Andrea Berntzen, the leading actress of 'Utoya. July 22 ', in a moment of the film. In the video, trailer of the movie.



The filmmaker agreed to this material of carom. With the support of CNN Films, Miller began preparing a documentary about a trip that is now commemorating its 50th anniversary. He asked the US National Archives for documents and there he found "eleven thousand hours of images, many more of audios and, above all, rolls of the never seen film of the mission, in 65 millimeters", a spectacular and panoramic format. "The madness was to synchronize image and sound, and for not achieving it I had to leave out one of my favorite images, of the young mathematics that did the calculations in NASA and to which some technicians wrongly contradicted".

The failure of one generation, the momentum of the next

Humanity has advanced with every scientific and technological progress. And the whole program Apollo It should have been another step in that career, since President Kennedy announced that the United States was taking on the challenge. However, when he returned to Earth the Apollo 17 the program was closed. Nobody has returned to the Moon. Those expeditions became reality in an escalation to a mountain: it climbs, the summit is trodden … and it becomes. The manned space exploration has not gone any further. "I understand your point of view," says Todd Douglas Miller, "and maybe until recently that was the right point of view, but we have to see it with perspective, today private initiatives and the technological impulse related to life have multiplied. Many governments and companies are involved in an exploration that wants to get further away from the Moon, I am very optimistic. "

Both Poppe and Miller faced various ethical dilemmas: "I would never have made the film without the support of the victims," ​​says the Norwegian. "That's why no character has a real name. I interviewed several survivors and relatives of the murdered ones and, later, I showed them the movie. I did not run on the island of Utoya, but on another one that is 200 meters away, for ethical reasons – the survivors who helped us in the rehearsals did not want to step on it – and practices: the landscape has changed a lot in these eight years ". The American, meanwhile, skipped some command that was marked at the beginning of the process – "Do not betray the Apollo 11 "– and used material from other missions Apollo to show the best images "that illustrate the key moments". In return, it has removed the most modest contents: conversations with wives, hygiene problems … "I wanted to focus on the challenge that that mission entailed," he explains.

In this wave of audiovisual passion for the "based on real events", both Poppe and Miller have seen how films have been released about the same events they relate.
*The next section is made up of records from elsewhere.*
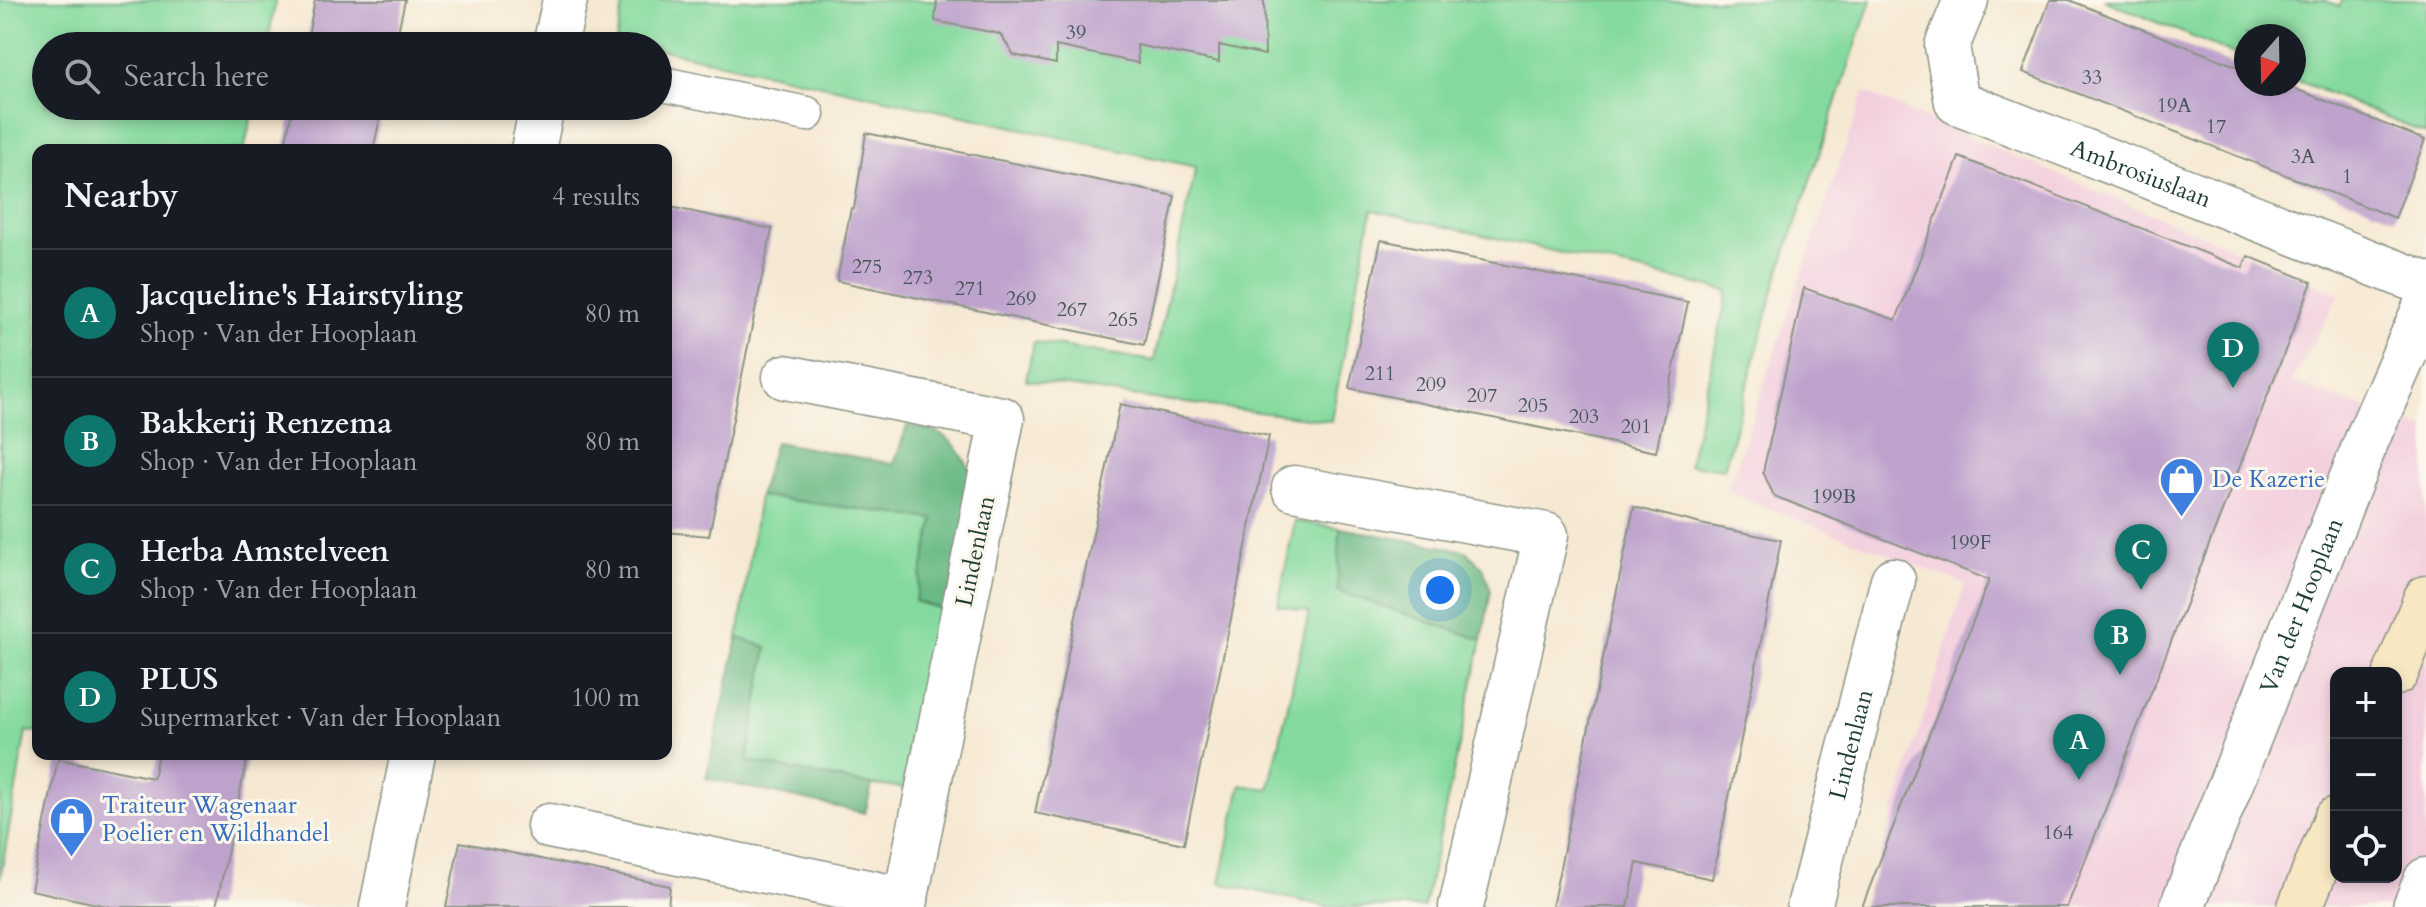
<!DOCTYPE html>
<html lang="en">
<head>
<meta charset="utf-8">
<style>
	body { margin:0; font-family:Cardo,serif; background:#242831; color:#f1f3f6 }
	.controls { position:absolute; right:24px; bottom:24px; display:grid; overflow:hidden; border-radius:16px; box-shadow:0 4px 12px #0003 }
	.controls button { width:72px; height:72px; display:grid; place-items:center; padding:0; border:0; border-bottom:2px solid #363941; background:#171b24; color:#f1f3f6; font:40px sans-serif }
	.compass { position:absolute; left:2234px; top:24px; width:72px; height:72px; border-radius:50%; background:#171b24; box-shadow:0 4px 12px #0003; rotate:200deg }
	.you { position:absolute; left:1440px; top:590px; width:28px; height:28px; margin:-20px; border:6px solid #fff; border-radius:50%; background:#1a73e8; box-shadow:0 0 0 12px #1a73e833 }
	.badge { display:grid; place-items:center; width:52px; height:52px; border-radius:50%; background:#0f766e; color:#fff; font-size:26px; font-weight:700 }
	.pin { position:absolute; translate:-50% -66px; filter:drop-shadow(0 2px 4px #0008) }
	.pin::after { content:''; position:absolute; top:42px; width:28px; height:24px; background:inherit; clip-path:polygon(0 0,100% 0,50% 100%) }
	.list { margin:0; padding:0; list-style:none }
	h2 { display:flex; justify-content:space-between; align-items:center; height:104px; margin:0; padding:0 32px; font-size:34px }
	h2 small { font-size:26px; font-weight:400; color:#9ea1a6 }
	.list li { display:grid; grid-template-columns:52px 1fr auto; gap:24px; align-items:center; box-sizing:border-box; height:128px; padding:0 32px; border-top:2px solid #363941 }
	.list b { display:block; font-size:30px; white-space:nowrap }
	.list p { margin:0; font-size:26px; white-space:nowrap; color:#9ea1a6 }
	.list em { font-size:26px; font-style:normal; color:#9ea1a6 }
	.icon { flex:none; width:44px; height:44px; fill:none; stroke:currentColor; stroke-width:2; stroke-linecap:round; stroke-linejoin:round }
	.map { position:relative; flex:none; width:2426px; height:907px; overflow:hidden }
	.search { position:absolute; background:#171b24; box-shadow:0 4px 12px #0003; left:32px; top:32px; width:640px; height:88px; display:flex; align-items:center; gap:20px; box-sizing:border-box; padding:0 28px; border-radius:44px; color:#9ea1a6; font-size:30px }
	.panel { position:absolute; background:#171b24; box-shadow:0 4px 12px #0003; left:32px; top:144px; width:640px; height:616px; border-radius:16px }
	.map>svg:first-child { display:block }
</style>
</head>
<body>
<div class="map">
<svg width="2426" height="907" viewBox="0 0 2426 907">
	<rect width="100%" height="100%" fill="#fbf7ec"/>
	<filter id="ink" filterUnits="userSpaceOnUse"><feTurbulence type="fractalNoise" baseFrequency=".0125" numOctaves="2"/><feDisplacementMap in="SourceGraphic" scale="16" xChannelSelector="R" yChannelSelector="G"/><feConvolveMatrix kernelMatrix="1 2 1 2 8 2 1 2 1" color-interpolation-filters="sRGB"/></filter>
	<filter id="wash" filterUnits="userSpaceOnUse"><feTurbulence type="fractalNoise" baseFrequency=".006" numOctaves="4" result="noise"/><feDisplacementMap in="SourceGraphic" scale="32" xChannelSelector="R" yChannelSelector="G"/><feGaussianBlur stdDeviation="1.8" result="paint"/><feColorMatrix in="noise" values="0 0 0 0 0 0 0 0 0 0 0 0 0 0 0 0 0 1.4 0 .05"/><feComposite in="paint" operator="in"/></filter>
	<g filter="url(#wash)">
		<rect width="100%" height="100%" fill="#f6e9d3"/>
		<path fill="#f3cfde" fill-rule="evenodd" d="M1864,92l476,202 -48,88 134,47v478h-562l101,-323 -238,-92zM2336,673h60v204h-60z"/>
		<g fill="#84da9e" stroke="#528c69" stroke-width="2">
			<path d="M0,0h276l-9,46h-221v60h208l-10,44h-206v583l-12,-2 -26,149z"/>
			<path d="M624,0h1247l-95,282 -52,187 -35,-4 39,-174 -356,-81 -41,211 -185,-23 -120,-18 8,-38 120,19 42,-194 -538,-118v-3h-14l-28,-6z"/>
			<path d="M2104,0h220l15,6 3,-6h84v134l-132,-55v-43h-48v23z"/>
			<path d="M759,496l176,23 -20,82 33,10 -43,177 -33,-3 -125,-24 20,-114 -29,-9z"/>
			<path d="M1295,521l45,7 -2,63 144,49 -58,267h-94l-110,-24 21,-98 28,4 40,-177 -31,-7z"/>
		</g>
		<g fill="#6bba85" stroke="#457c5c" stroke-width="2">
			<path d="M907,426c44,6 47,15 68,52l-27,133 -33,-10 19,-82 -175,-23 16,-54 119,22z"/>
			<path d="M1340,528l126,23 17,17 8,23 -9,49 -145,-49z"/>
			<path d="M738,638l29,9 -20,114 125,24 -7,28 -159,-35z"/>
		</g>
		<g id="blocks">
			<g fill="#bda2cc">
				<path d="M315,0h90l-10,46h-89z"/>
				<path d="M937,0h327l1,55 -46,-10v17l-82,-17 1,18 -82,-17v18l-42,-9 -14,-21 -65,-13z"/>
				<path d="M2050,0h19l177,70v14h37l142,56 -30,78 -372,-146z"/>
				<path d="M293,106h90l-10,44h-89z"/>
				<path d="M866,133l309,63 -31,149 -307,-64 14,-73 3,1z"/>
				<path d="M1959,157l284,111 5,-12 64,26 -245,625h-205l127,-327 -215,-84 -11,-24 41,-184 92,32z"/>
				<path d="M666,206l106,23 -63,307 -43,-4z"/>
				<path d="M1381,240l307,62 -32,150 -307,-64z"/>
				<path d="M1120,404l149,32 -85,408 -149,-31z"/>
				<path d="M1634,507l71,18 76,15 -27,137 -42,202 -75,-16 -9,44h-76z"/>
				<path d="M158,754h90l-32,153h-105l-80,-17 27,-131 95,19z"/>
				<path d="M460,842l210,44 -2,21h-222z"/>
			</g>
		</g>
	</g>
	<g filter="url(#ink)">
		<use href="#blocks" fill-opacity="0" stroke="#8a9384" stroke-width="2"/>
		<g fill="none" stroke-linecap="round" stroke-linejoin="round">
			<defs>
				<path id="lane" d="M658,83l149,31"/>
				<g id="street">
					<path id="s1" d="M1966,0l-19,46 10,56 469,182"/>
					<path d="M555,46l10,-46"/>
					<path d="M533,150l9,-44"/>
					<path d="M785,377l217,42 -98,488"/>
					<path d="M1294,488l252,47 -85,372"/>
					<path d="M549,826l357,74"/>
					<path d="M382,907l31,-153"/>
					<path id="s2" d="M1809,907l84,-327"/>
					<path id="s3" d="M2182,907l186,-470 58,-132"/>
					<path d="M2415,907l11,-27"/>
				</g>
				<g id="secondary">
					<path d="M2396,673l30,-75"/>
					<path d="M2300,907l36,-88"/>
				</g>
			</defs>
			<use href="#lane" stroke="#8a9384" stroke-width="37"/>
			<use href="#street" stroke="#8a9384" stroke-width="47"/>
			<use href="#secondary" stroke="#8a9384" stroke-width="47"/>
			<use href="#lane" stroke="#fff" stroke-width="34"/>
			<use href="#street" stroke="#fff" stroke-width="44"/>
			<use href="#secondary" stroke="#f7e8c3" stroke-width="44"/>
		</g>
	</g>
	<defs>
		<symbol id="shop-pin" viewBox="-11 -11 22 30"><path d="M0 17L-7.5 6A9.5 9.5 0 1 1 7.5 6Z" fill="#3f7fe0" stroke="#fbf7ec"/><path d="M-5-2.5h2.3a2.7 3.5 0 0 1 5.4 0H5L5.5 6h-11ZM-1.5-2.5h3a1.5 2.3 0 0 0-3 0Z" fill="#fff"/></symbol>
	</defs>
	<g fill-rule="evenodd">
		<use href="#shop-pin" x="2156" y="454" width="51" height="69"/>
		<use href="#shop-pin" x="46" y="794" width="51" height="69"/>
	</g>
	<g text-anchor="middle" stroke-width="6" stroke-linejoin="round" paint-order="stroke">
		<g font-size="20" fill="#46565a">
			<text x="1076" y="39">39</text>
			<text x="2092" y="84">33</text>
			<text x="2174" y="112">19A</text>
			<text x="2216" y="133">17</text>
			<text x="2303" y="163">3A</text>
			<text x="2347" y="183">1</text>
			<text x="867" y="273">275</text>
			<text x="918" y="284">273</text>
			<text x="970" y="295">271</text>
			<text x="1021" y="305">269</text>
			<text x="1072" y="316">267</text>
			<text x="1123" y="326">265</text>
			<text x="1380" y="380">211</text>
			<text x="1431" y="391">209</text>
			<text x="1482" y="402">207</text>
			<text x="1533" y="412">205</text>
			<text x="1584" y="423">203</text>
			<text x="1636" y="433">201</text>
			<text x="1834" y="503">199B</text>
			<text x="1970" y="549">199F</text>
			<text x="2058" y="839">164</text>
		</g>
		<g font-size="24" fill="#1f3d34" stroke="#fbf7ec">
			<text dy="8" stroke="none"><textPath href="#s1" startOffset="304">Ambrosiuslaan</textPath></text>
			<text transform="translate(975 551) rotate(-78)" y="8">Lindenlaan</text>
			<text dy="8" stroke="none"><textPath href="#s3" startOffset="324">Van der Hooplaan</textPath></text>
			<text dy="8" stroke="none"><textPath href="#s2" startOffset="168">Lindenlaan</textPath></text>
		</g>
		<g font-size="24" fill="#366cbe" stroke="#fbf7ec" text-anchor="start">
			<text x="2212" y="487">De Kazerie</text>
			<text x="102" y="813">Traiteur Wagenaar<tspan x="102" dy="28">Poelier en Wildhandel</tspan></text>
		</g>
	</g>
</svg>
<div class="controls">
<button>+</button>
<button>−</button>
<button><svg class="icon" aria-label="locate" viewBox="0 0 24 24"><circle cx="12" cy="12" r="6"/><path d="M12 2v4M12 18v4M2 12h4M18 12h4"/></svg></button>
</div>
<svg class="compass" viewBox="-18 -18 36 36"><path d="M0-13l5 13h-10z" fill="#e53935"/><path d="M0 13l5-13h-10z" fill="#9ea1a6"/></svg>
<div class="you"></div>
<div class="pin badge" style="left:2079px;top:780px">A</div>
<div class="pin badge" style="left:2120px;top:675px">B</div>
<div class="pin badge" style="left:2141px;top:590px">C</div>
<div class="pin badge" style="left:2233px;top:388px">D</div>
<div class="search"><svg class="icon" aria-label="search" viewBox="0 0 24 24"><circle cx="10" cy="10" r="6"/><path d="M15 15l6 6"/></svg>Search here</div>
<section class="panel">
<h2>Nearby<small>4 results</small></h2>
<ul class="list">
<li><span class="badge">A</span><div><b>Jacqueline's Hairstyling</b><p>Shop · Van der Hooplaan</p></div><em>80 m</em></li>
<li><span class="badge">B</span><div><b>Bakkerij Renzema</b><p>Shop · Van der Hooplaan</p></div><em>80 m</em></li>
<li><span class="badge">C</span><div><b>Herba Amstelveen</b><p>Shop · Van der Hooplaan</p></div><em>80 m</em></li>
<li><span class="badge">D</span><div><b>PLUS</b><p>Supermarket · Van der Hooplaan</p></div><em>100 m</em></li>
</ul>
</section>
</div>
</body>
</html>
About the attack on July 22, 2011, the far-right Anders Behring Breivik, who after setting up a car bomb in Oslo, shot the kids in the Utoya camp for 45 minutes until the police arrived, before which he surrendered. 77 people in total-, the British Paul Greengrass premiered on Netflix July 22, in which Breivik has more weight. "I wanted to tell the story of the victims, their fear and their pain," says Poppe. He adds: "Almost all the movies and series about crimes focus on those who perpetrate them, not on those who suffer them. We have to recover our ability to empathize with the victims. And more at a time when ultra-rightist movements are growing ". Miller is hurt by the vision he gives of Neil Armstrong First Man, by Damien Chazelle. "We are both from Ohio, I feel close to him, and it is true that he was not very expressive, although we forget how he directed the mission, how he always thanked everyone for his efforts with an eternal smile," the filmmaker says.

For Poppe, in the end the format does not matter, but the emotion that the audiovisual contributes: "Articles and books written about the attack are not able to show what really happened. There is the power of cinema, of images, and their importance ".